For the records below, give the number of lines containing the word "translate" and no other text.
—————
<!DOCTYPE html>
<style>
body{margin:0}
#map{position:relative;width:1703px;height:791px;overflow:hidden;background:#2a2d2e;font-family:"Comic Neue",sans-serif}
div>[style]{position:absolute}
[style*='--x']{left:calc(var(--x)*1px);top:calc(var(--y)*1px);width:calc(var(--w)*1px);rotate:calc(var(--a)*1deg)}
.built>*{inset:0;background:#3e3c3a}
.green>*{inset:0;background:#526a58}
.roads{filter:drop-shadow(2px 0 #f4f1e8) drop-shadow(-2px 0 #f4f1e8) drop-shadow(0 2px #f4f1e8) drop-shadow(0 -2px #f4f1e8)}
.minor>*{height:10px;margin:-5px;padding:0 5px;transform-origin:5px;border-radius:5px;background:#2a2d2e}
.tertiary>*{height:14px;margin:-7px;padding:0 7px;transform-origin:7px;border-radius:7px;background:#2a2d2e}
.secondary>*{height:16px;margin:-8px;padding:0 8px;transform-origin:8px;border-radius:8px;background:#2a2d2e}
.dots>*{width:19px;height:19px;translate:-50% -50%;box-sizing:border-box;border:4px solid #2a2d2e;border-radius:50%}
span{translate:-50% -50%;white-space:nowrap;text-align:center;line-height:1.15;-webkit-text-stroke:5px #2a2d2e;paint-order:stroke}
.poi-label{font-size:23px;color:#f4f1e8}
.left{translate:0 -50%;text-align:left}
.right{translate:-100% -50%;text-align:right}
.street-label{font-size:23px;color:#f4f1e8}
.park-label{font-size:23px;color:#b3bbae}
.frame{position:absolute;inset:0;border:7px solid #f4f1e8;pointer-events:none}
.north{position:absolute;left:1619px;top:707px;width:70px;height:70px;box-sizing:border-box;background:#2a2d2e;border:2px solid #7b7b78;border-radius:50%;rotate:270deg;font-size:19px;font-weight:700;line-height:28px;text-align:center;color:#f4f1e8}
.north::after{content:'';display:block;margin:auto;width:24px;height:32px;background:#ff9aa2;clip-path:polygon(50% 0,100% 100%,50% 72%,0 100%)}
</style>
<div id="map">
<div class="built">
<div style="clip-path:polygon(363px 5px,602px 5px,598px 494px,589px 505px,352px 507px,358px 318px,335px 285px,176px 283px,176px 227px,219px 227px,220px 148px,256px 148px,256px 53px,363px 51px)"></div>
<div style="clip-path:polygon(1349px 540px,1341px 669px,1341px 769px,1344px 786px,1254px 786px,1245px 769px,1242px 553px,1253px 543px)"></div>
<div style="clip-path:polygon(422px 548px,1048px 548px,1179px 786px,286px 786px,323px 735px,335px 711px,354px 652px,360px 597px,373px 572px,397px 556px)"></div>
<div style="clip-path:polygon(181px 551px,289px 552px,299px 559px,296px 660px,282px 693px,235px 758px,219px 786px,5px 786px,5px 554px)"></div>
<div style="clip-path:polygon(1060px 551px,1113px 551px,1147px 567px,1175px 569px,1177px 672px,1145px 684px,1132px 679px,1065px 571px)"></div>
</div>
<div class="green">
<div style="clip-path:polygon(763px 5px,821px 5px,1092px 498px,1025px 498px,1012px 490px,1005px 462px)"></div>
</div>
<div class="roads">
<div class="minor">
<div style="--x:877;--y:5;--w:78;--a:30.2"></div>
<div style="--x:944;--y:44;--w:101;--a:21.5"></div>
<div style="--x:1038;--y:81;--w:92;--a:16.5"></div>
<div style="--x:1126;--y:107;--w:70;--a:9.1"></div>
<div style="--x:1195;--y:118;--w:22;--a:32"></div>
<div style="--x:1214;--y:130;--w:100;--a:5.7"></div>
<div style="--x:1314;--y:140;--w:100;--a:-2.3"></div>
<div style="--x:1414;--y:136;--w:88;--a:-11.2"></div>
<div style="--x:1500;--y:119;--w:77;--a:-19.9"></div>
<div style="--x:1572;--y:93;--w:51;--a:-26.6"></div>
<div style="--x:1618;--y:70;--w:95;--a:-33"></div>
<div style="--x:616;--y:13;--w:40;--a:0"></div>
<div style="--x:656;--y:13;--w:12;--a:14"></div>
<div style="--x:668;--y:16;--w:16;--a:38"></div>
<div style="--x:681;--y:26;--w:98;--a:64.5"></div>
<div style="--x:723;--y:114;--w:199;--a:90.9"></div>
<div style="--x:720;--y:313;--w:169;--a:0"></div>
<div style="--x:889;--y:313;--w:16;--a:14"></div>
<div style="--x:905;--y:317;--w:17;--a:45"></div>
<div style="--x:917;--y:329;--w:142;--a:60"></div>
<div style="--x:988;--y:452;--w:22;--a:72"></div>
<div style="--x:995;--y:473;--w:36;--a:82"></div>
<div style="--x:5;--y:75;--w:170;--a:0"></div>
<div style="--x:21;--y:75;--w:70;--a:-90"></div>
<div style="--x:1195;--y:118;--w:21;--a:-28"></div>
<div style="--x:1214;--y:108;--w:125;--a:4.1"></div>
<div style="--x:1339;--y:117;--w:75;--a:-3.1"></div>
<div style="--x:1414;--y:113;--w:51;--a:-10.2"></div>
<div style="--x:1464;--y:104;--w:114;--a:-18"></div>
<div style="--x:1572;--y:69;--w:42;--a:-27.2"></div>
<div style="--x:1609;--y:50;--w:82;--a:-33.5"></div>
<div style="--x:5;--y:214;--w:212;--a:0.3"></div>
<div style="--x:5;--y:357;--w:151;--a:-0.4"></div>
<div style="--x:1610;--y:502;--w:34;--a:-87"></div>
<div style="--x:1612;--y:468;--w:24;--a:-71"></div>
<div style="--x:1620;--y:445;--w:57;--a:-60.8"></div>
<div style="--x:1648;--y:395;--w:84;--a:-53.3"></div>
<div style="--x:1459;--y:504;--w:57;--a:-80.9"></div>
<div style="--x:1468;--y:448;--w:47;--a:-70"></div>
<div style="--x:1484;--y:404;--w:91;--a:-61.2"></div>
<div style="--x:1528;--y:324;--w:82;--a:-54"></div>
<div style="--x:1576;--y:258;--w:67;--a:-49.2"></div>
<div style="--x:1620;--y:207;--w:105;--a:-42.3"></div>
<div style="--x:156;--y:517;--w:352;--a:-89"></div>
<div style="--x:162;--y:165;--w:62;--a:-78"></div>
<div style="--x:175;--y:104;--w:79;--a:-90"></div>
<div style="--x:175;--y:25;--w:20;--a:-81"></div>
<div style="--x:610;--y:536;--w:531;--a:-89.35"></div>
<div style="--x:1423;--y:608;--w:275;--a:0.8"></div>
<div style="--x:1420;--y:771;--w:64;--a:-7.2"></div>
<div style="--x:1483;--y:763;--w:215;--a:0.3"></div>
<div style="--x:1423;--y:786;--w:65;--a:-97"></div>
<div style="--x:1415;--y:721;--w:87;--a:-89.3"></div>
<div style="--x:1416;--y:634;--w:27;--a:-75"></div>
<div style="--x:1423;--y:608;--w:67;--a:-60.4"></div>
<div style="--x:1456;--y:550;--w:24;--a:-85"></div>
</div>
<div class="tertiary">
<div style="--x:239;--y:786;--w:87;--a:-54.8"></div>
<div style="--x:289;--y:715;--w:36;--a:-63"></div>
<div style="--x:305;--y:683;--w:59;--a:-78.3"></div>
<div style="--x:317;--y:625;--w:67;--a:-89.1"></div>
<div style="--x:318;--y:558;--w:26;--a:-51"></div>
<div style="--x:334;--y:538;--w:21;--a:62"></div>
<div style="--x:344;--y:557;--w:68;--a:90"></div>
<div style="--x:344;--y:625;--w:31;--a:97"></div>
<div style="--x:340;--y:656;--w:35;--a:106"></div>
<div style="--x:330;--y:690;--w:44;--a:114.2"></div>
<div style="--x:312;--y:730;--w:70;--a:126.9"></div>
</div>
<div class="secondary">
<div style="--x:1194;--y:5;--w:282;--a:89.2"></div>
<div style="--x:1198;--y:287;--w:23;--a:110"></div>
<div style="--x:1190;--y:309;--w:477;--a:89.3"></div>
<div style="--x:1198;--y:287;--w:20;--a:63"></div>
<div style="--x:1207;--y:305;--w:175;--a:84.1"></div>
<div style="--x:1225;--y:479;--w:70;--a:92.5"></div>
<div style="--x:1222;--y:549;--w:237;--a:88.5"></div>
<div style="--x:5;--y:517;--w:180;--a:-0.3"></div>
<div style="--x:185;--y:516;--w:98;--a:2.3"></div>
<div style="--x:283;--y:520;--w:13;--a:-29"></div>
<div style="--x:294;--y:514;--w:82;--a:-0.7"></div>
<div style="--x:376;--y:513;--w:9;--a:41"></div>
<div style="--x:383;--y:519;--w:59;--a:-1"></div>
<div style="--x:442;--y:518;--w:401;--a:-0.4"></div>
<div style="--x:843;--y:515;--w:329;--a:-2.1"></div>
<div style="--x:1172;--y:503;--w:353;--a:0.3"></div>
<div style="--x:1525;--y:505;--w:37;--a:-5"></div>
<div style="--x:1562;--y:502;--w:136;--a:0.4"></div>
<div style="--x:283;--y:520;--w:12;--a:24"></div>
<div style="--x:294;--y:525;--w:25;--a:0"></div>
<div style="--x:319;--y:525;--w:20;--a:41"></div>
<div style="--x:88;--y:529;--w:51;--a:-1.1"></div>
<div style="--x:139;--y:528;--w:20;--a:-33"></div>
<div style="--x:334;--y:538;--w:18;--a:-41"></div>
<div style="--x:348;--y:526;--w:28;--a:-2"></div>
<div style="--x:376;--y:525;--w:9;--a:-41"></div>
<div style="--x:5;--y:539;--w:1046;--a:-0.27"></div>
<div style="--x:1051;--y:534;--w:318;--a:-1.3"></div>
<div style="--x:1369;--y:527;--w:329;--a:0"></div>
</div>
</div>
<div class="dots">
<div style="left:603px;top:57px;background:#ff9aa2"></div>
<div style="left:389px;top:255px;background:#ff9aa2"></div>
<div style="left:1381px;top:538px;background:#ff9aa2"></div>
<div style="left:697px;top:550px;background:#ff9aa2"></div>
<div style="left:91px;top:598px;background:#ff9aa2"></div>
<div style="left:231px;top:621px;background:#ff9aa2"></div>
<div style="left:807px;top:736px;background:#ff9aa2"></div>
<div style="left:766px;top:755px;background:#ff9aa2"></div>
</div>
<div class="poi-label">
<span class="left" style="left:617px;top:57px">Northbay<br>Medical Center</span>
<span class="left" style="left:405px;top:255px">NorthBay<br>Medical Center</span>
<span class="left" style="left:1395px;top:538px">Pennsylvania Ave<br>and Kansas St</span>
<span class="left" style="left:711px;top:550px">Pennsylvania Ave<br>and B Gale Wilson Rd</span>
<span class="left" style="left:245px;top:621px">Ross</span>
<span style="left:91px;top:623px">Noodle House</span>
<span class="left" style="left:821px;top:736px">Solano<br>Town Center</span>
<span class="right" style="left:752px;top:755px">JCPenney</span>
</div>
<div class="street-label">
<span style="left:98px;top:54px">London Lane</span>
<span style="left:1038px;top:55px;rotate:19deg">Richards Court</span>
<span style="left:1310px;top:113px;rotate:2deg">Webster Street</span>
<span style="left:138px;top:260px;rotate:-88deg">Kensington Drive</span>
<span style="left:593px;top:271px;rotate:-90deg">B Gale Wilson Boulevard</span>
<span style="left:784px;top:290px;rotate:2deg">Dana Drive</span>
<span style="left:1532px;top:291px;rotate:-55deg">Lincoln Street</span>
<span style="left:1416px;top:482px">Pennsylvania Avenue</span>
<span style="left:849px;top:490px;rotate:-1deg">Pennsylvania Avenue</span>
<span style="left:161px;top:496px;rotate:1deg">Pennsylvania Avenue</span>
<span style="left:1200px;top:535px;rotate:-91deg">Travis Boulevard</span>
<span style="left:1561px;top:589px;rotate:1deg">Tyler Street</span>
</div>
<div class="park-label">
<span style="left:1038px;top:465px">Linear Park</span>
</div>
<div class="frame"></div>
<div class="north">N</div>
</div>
—————
Output below | 4